Having reached this conclusion as to the value of the land, we cannot admit that the profits which the plaintiffs failed to perceive from this land was, as claimed, P200 per month. These lands, at the rate of P0.04 per square meter, would be worth P520 and the indemnity of P200 per month, which the plaintiffs claim, would clearly be disproportionate. We have no other data by which to determine the exact quantity of the damages suffered by the plaintiffs, but we believe that the same would be justly appraised at the rate of 6 per cent annual interest on the value of the land.
As to the 40,000 fish which, according to the plaintiffs, escaped from the fishery, neither is there sufficient proof. Although it is true that part of the old wall caved in, the evidence is not clear as to the loss of the fish. There is evidence to show that when the wall caved in, the old wall existed and the passage-way, where, it is said, fish passed into the sea, was closed with a wooden board, according to the plaintiffs' own witnesses.
Another error which the appellants impute to the lower court is that it did not permit them to provide what it would cost to dig up the higher part of the fishery until it bottom should be at a level with the remaining part. The idea of the appellants seems to be that, by virtue of the action instituted in this case, they are entitled to recover of the defendants, as damages, the value of this work which the latter agreed but failed to perform. We have said that for the failure of the defendants to comply with this obligation, the plaintiffs have the right to ask for its performance or to resolve the cession, with indemnity for damages, in accordance with article 1124 of the Civil Code. But these remedies granted by law are alternative. They are not cumulative, because the resolution of a contract and its performance are incompatible with each other. Having elected the right to resolve, the plaintiff cannot, at the same time, demand the fulfillment of the obligation. If in this action the plaintiffs could recover of the defendants the cost of digging up the higher portion of the fishery, that would amount indirectly to compliance by the defendants, with the obligation.

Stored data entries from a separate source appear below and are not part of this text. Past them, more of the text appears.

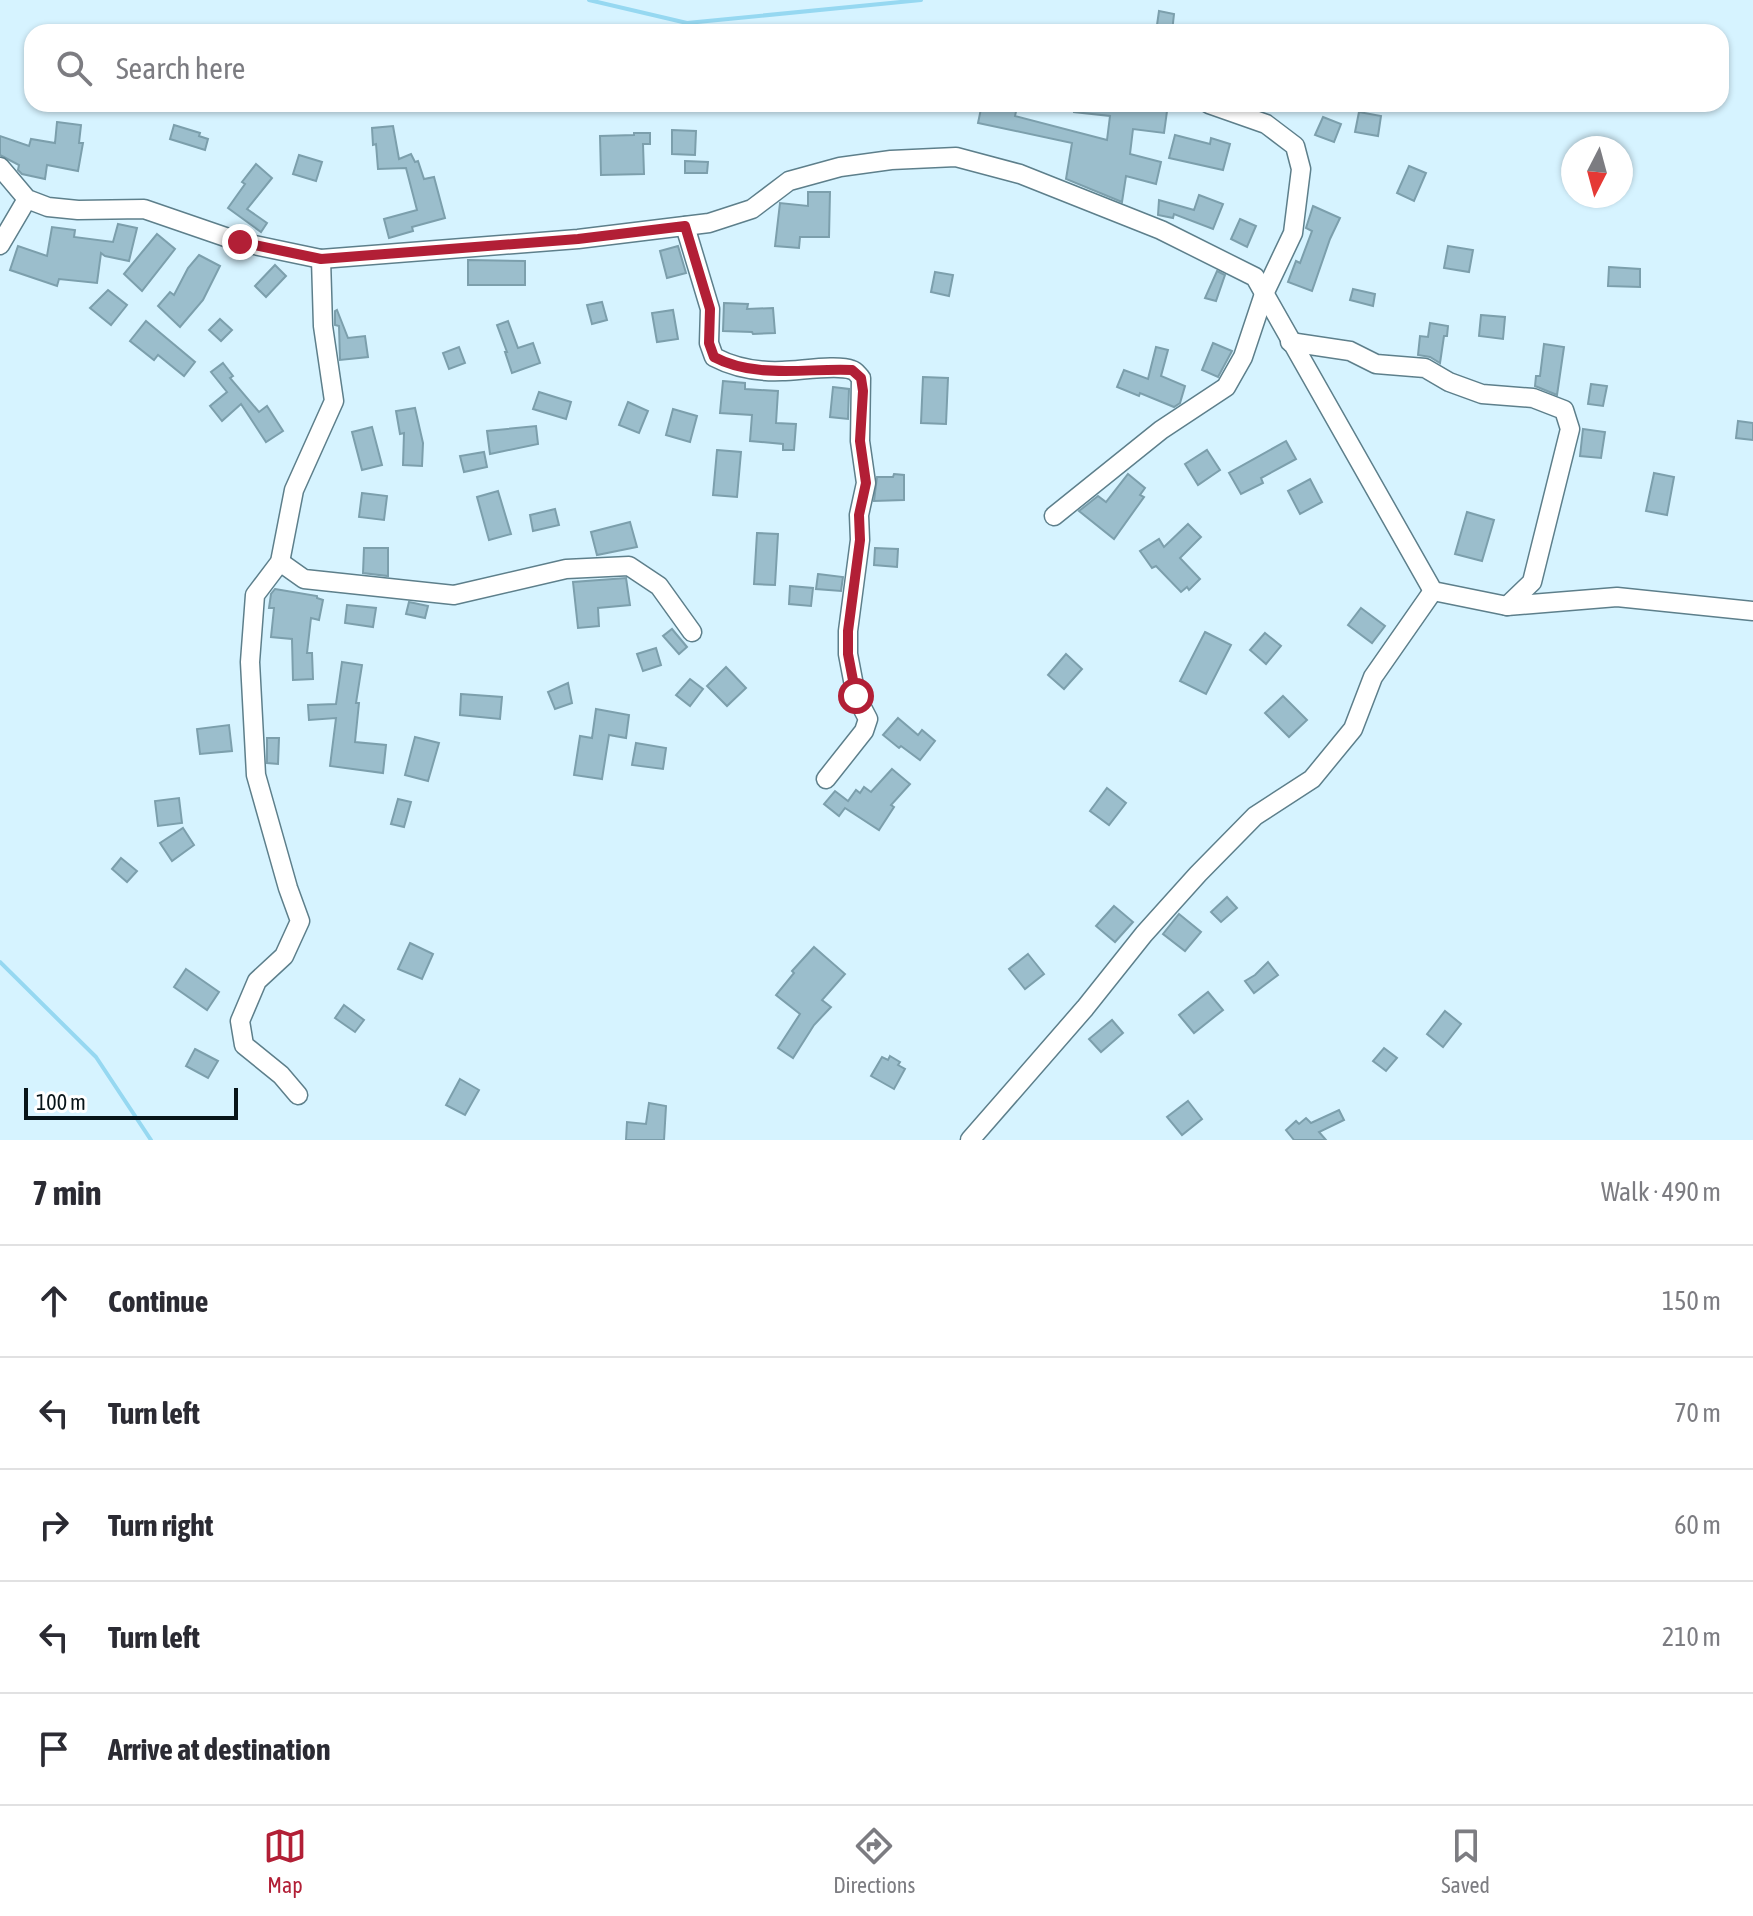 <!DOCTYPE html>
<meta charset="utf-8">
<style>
body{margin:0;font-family:"Asap Condensed",sans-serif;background:#f7f7f7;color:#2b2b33}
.compass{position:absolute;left:1561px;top:136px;width:72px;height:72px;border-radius:50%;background:#fff;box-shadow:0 2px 6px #0004;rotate:186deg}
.scale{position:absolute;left:24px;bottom:20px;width:214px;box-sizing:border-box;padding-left:8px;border:4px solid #071419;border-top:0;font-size:22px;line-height:28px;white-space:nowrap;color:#071419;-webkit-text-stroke:6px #fff;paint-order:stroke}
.stop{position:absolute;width:24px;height:24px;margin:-18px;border:6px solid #b21f36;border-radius:50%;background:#fff}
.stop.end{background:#b21f36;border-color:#fff;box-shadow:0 2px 8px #0008}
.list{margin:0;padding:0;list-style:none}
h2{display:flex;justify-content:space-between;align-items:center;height:104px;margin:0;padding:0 32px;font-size:34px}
h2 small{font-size:26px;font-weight:400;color:#7c7c81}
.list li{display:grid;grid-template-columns:52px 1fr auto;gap:24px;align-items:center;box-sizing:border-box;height:112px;padding:0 32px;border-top:2px solid #e1e1e2}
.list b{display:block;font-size:30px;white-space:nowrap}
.list em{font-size:26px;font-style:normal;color:#7c7c81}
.icon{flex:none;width:44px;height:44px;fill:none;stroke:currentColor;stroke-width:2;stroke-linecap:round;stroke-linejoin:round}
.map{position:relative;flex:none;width:1753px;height:1140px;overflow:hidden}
.search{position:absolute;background:#fff;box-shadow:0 2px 6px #0004;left:24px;right:24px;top:24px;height:88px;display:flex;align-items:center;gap:20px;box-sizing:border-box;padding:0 28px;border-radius:24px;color:#7c7c81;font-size:30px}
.sheet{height:664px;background:#fff}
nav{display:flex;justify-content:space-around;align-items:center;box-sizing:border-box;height:112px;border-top:2px solid #e1e1e2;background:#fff;font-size:22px;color:#7c7c81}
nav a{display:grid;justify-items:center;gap:4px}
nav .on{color:#b21f36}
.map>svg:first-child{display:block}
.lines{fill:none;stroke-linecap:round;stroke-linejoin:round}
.stream{stroke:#96d8f1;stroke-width:4}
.building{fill:#9bbecc;stroke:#7c9fac;stroke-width:2}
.street-casing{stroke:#5d7f8b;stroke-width:21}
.street{stroke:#fff;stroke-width:18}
.route{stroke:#b21f36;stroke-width:10}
</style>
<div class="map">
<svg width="1753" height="1140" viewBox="0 0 1753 1140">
<rect width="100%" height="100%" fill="#d6f3ff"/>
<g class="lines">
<!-- stream -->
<g class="stream">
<polyline points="589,0 687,23 921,0"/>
<polyline points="0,962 96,1057 151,1140"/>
</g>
</g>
<!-- building -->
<g class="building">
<polygon points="1159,11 1174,14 1172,32 1156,32"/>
<polygon points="982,104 1017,107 1015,116 1107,140 1110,116 1074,112 1074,104 1168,104 1164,133 1133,129 1130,154 1161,162 1156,184 1126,176 1122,202 1066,179 1072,143 978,123"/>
<polygon points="1359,112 1381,116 1378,136 1355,132"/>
<polygon points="1323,117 1341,124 1334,142 1315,135"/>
<polygon points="57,122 81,125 79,143 83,143 78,171 47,165 45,179 22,174 18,170 19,165 0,155 0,136 29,146 31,139 55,143"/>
<polygon points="174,125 200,133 199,136 208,139 205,150 170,139"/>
<polygon points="393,126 399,159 411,154 415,162 418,161 424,179 434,177 445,218 412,227 413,231 389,238 384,219 417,210 406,168 378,169 376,144 373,145 372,128"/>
<polygon points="672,130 696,131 695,155 672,154"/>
<polygon points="634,133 650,133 650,144 643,144 644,174 601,175 600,136 634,135"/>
<polygon points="1175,135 1210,144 1211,138 1230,144 1223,170 1169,158"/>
<polygon points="299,155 322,162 316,181 293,174"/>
<polygon points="685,161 708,162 707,173 685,173"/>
<polygon points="256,164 272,178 247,209 267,223 261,232 228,208 245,184 242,182"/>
<polygon points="1409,166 1426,173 1414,201 1397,193"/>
<polygon points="808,192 830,192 829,237 800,237 799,248 775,246 780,203 808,206"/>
<polygon points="1199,195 1223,204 1213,229 1174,214 1173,218 1158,215 1159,200 1194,210"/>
<polygon points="1313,206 1340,218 1330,239 1312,291 1288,282 1296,261 1300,263 1312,231 1306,228"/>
<polygon points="1240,219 1256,226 1247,247 1231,239"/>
<polygon points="118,224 137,228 129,261 105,256 101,253 97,283 59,279 57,286 10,270 18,246 47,256 52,227 75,230 74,237 113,242"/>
<polygon points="157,234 175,249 142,291 124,274"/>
<polygon points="678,246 686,273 667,278 660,251"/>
<polygon points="1448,246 1473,250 1469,272 1444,268"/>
<polygon points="199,255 220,266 203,300 180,327 158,306 170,292 174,295 188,268"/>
<polygon points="468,260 525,261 525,285 468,285"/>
<polygon points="275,265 286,276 266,297 255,286"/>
<polygon points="1609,267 1640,269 1640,287 1608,286"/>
<polygon points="1217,271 1225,275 1216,301 1205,298"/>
<polygon points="935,272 953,275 949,296 931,292"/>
<polygon points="1353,289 1375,294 1373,306 1350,300"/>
<polygon points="108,290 127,305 111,325 90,308"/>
<polygon points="602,302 607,320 592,324 587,305"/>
<polygon points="724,303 748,304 747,309 773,308 775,333 753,334 752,332 723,331"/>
<polygon points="337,310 348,338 365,336 368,357 340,360 339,326 335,325 335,311"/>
<polygon points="673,310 678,339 657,342 652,313"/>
<polygon points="1481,315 1505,317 1503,339 1479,336"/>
<polygon points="220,319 232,330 221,341 209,330"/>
<polygon points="146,321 195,362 184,376 158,355 154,360 130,341"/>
<polygon points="508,321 518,348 533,343 540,363 512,373 505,352 507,352 497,325"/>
<polygon points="1430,323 1448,326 1447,336 1444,336 1440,363 1430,357 1418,355 1420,336 1428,337"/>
<polygon points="1213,343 1232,351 1218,377 1202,370"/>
<polygon points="1544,344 1564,347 1557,395 1535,386 1536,376 1540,376"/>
<polygon points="459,347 465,363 449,369 443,353"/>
<polygon points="1156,347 1168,350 1161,376 1185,386 1180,403 1174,407 1140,393 1139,396 1117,387 1124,370 1148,379"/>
<polygon points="223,363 233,376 230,378 259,412 267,406 283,431 266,442 241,404 222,421 210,406 227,392 211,372"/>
<polygon points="923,377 948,378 946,424 921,423"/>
<polygon points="723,381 745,383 745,389 778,391 776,423 796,424 794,450 783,450 783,444 750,441 752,415 720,413"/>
<polygon points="1591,384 1607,386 1603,406 1588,404"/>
<polygon points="833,387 849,389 848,419 830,417"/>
<polygon points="539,392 571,402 566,419 533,409"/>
<polygon points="628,402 648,411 639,433 619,425"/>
<polygon points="415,408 423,443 422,466 403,465 404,433 400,434 396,411"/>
<polygon points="673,409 697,416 690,442 666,435"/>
<polygon points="1738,421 1753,423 1753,440 1736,438"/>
<polygon points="536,426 538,444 490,454 487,431"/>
<polygon points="372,427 382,465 362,470 352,432"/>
<polygon points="1583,429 1605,432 1601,458 1580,456"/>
<polygon points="1286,441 1296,459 1261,478 1263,483 1241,494 1229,473"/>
<polygon points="717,450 741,452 737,497 713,495"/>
<polygon points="1207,450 1220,470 1198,485 1185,464"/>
<polygon points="484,452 487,467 464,472 460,456"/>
<polygon points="1654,473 1674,477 1667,515 1646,511"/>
<polygon points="894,474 904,475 904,500 874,501 877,477 893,477"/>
<polygon points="1128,474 1145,488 1140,495 1144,497 1114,539 1079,511 1098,496 1106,502"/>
<polygon points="1310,479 1322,502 1300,514 1288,491"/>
<polygon points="498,491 511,534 489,540 477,497"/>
<polygon points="362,493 387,496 384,520 359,517"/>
<polygon points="555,509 559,525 533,531 530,515"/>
<polygon points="1467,512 1494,520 1482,561 1455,554"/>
<polygon points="630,522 637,547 597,555 591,532"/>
<polygon points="1188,524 1201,537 1180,558 1200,579 1189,590 1187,587 1181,592 1156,566 1152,568 1140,551 1159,539 1164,547"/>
<polygon points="757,533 778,534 775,585 754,584"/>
<polygon points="364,548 388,548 388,576 363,573"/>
<polygon points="875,548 898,549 897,567 874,565"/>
<polygon points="818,574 843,577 841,591 816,589"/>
<polygon points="626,578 630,605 598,608 599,626 578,628 573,582"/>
<polygon points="790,586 813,588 811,606 789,604"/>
<polygon points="275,589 317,596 317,598 323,600 319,620 311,618 307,653 312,653 313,679 293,680 292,639 271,637 274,608 269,608 271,594"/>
<polygon points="409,602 428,606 425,618 406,614"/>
<polygon points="347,605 376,608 373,627 345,623"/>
<polygon points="1361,608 1385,626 1372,643 1348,625"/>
<polygon points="672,629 687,647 679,654 663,636"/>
<polygon points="1205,632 1231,645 1206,694 1180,681"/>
<polygon points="1265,633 1281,646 1266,664 1250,650"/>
<polygon points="656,648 661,665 643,671 637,654"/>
<polygon points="1066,654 1082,669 1064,689 1048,675"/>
<polygon points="342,662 362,665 356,703 359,703 355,742 386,745 383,773 330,766 336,718 309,720 308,705 336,704"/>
<polygon points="726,667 746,688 727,706 707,686"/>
<polygon points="690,679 703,689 690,706 676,695"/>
<polygon points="568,683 572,703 555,709 548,692"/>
<polygon points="461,694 502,697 500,719 460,715"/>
<polygon points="1283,696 1307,720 1289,737 1265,713"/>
<polygon points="596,709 629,715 626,738 609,735 602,779 574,775 580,736 592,738"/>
<polygon points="898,718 918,735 922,730 935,741 920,760 901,746 899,748 883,735"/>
<polygon points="229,725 232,751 200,754 197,729"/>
<polygon points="415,737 439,743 428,781 405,775"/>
<polygon points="267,738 279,738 278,764 267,763"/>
<polygon points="636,743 666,748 663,769 632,765"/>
<polygon points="892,769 910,784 891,805 894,807 879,830 845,808 839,816 824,804 835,791 848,801 856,790 860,793 864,787 871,792"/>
<polygon points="1107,788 1126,803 1109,825 1090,811"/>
<polygon points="179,798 182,823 158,826 155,801"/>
<polygon points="398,799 411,802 404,827 391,824"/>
<polygon points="183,828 194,845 172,861 160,843"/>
<polygon points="121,858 137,871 127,882 112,869"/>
<polygon points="1227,897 1237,908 1221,922 1211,912"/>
<polygon points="1114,906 1133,922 1115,942 1096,926"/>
<polygon points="1179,914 1201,932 1185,951 1163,934"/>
<polygon points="410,943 433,954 422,979 398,969"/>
<polygon points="814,947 845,974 822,1000 831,1007 814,1025 793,1058 778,1048 800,1014 776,995 794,973 792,971"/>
<polygon points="1028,954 1044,974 1025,989 1009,969"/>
<polygon points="1268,962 1278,975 1254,993 1245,981 1255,975"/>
<polygon points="186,969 219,992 207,1010 174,987"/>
<polygon points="1208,992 1223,1010 1194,1033 1179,1015"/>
<polygon points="344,1005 364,1020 355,1032 335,1018"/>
<polygon points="1445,1011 1461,1024 1443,1047 1427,1034"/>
<polygon points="1112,1020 1123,1033 1101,1052 1089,1039"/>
<polygon points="1384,1048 1397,1058 1386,1071 1373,1061"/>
<polygon points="195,1049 218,1061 208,1078 186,1066"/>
<polygon points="890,1056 900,1062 898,1065 905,1069 894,1089 871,1076 882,1057 888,1060"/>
<polygon points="460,1079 479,1090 465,1115 446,1105"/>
<polygon points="1188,1101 1202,1119 1182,1135 1167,1117"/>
<polygon points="649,1103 666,1106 664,1140 626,1140 627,1122 646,1124"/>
<polygon points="1339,1110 1344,1120 1319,1132 1326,1140 1294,1140 1286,1130 1296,1121 1299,1124 1306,1118 1311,1123"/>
</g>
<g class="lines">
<!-- street casing -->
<g class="street-casing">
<g id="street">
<polyline points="0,167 27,199 48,207 78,210 144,209 240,242 321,259 578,239 709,223 752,209 789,181 840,167 891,160 956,157 1020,174 1161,230 1255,277 1433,591 1507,606 1617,597 1753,611"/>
<path d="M685 226 710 309 709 343 714 357C735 368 758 372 782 371 799 371 837 364 852 370 856 371 858 375 861 378L860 441 866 483 859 515 860 540 848 631V654L856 696 868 719 864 731 826 779"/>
<polyline points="0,245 27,199"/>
<polyline points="1290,342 1350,351 1376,364 1425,368 1449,382 1482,394 1533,398 1564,410 1570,429 1532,582 1507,606"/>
<polyline points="1054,516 1161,430 1226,387 1243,357 1264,294 1293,233 1301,169 1295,146 1266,124 1209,104"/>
<polyline points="280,562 304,579 454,595 566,569 629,566 659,586 692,632"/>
<polyline points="298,1095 281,1075 244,1045 240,1021 257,981 284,956 300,921 288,888 256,775 250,662 255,595 280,562 294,490 334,401 323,326 321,259"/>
<polyline points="970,1140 1085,1008 1144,934 1198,874 1255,816 1312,779 1353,729 1373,677 1433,591"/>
</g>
</g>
<!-- street -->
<use href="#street" class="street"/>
</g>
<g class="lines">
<!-- route -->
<path class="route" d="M240 242 321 259 578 239 685 226 710 309 709 343 714 357C755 379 806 368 852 370L861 378 863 391 860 441 866 483 859 515 860 540 848 631V654L856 696"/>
</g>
</svg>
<svg class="compass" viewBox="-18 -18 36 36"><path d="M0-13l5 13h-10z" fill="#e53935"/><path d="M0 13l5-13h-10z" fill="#7c7c81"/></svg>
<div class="scale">100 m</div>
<div class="stop" style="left:856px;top:696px"></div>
<div class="stop end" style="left:240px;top:242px"></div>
<div class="search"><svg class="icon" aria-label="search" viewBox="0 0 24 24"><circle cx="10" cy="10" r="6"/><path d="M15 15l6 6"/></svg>Search here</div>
</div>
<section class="sheet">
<h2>7 min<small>Walk · 490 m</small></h2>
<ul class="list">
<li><svg class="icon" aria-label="ahead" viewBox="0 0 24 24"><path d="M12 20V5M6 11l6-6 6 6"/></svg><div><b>Continue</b></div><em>150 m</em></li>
<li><svg class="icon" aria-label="left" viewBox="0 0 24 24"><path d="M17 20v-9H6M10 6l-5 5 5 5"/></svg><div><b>Turn left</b></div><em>70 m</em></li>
<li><svg class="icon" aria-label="right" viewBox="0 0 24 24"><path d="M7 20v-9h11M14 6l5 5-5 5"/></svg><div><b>Turn right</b></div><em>60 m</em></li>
<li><svg class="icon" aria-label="left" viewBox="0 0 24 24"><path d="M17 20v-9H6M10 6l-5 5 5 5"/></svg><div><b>Turn left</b></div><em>210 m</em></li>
<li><svg class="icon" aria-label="arrive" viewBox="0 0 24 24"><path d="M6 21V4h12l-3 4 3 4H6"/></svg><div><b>Arrive at destination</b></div></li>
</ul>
</section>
<nav>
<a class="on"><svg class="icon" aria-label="map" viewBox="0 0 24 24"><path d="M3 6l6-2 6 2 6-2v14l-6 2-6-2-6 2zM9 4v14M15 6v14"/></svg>Map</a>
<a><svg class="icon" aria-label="directions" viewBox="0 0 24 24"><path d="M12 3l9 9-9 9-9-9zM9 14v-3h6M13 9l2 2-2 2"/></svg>Directions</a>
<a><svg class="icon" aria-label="saved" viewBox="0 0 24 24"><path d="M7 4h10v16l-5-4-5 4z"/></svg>Saved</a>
</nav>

In that manner the plaintiffs would, at the same time, be availing themselves of the two remedies of resolving the obligation and exacting its fulfillment.
The indemnification which the plaintiffs are entitled to recover in this action should be limited to the damages incidental to the nonfulfillment of the obligation by the defendants and not those which the defendants would have been obliged to pay as expenses, supposing that they had complied with the obligation.
The judgment appealed from is, therefore, reversed and the defendants are sentenced to pay to the plaintiffs the sum of P520.40, which is the value of the land occupied by the provincial road of Cavite, with interest at 6 per cent per annum from September 6, 1916. The defendants are absolved from all other prayers of the complaint. No special pronouncement as to costs will be made. So ordered.
Mapa, C.J., Araullo, Street, Malcolm and Villamor, JJ., concur.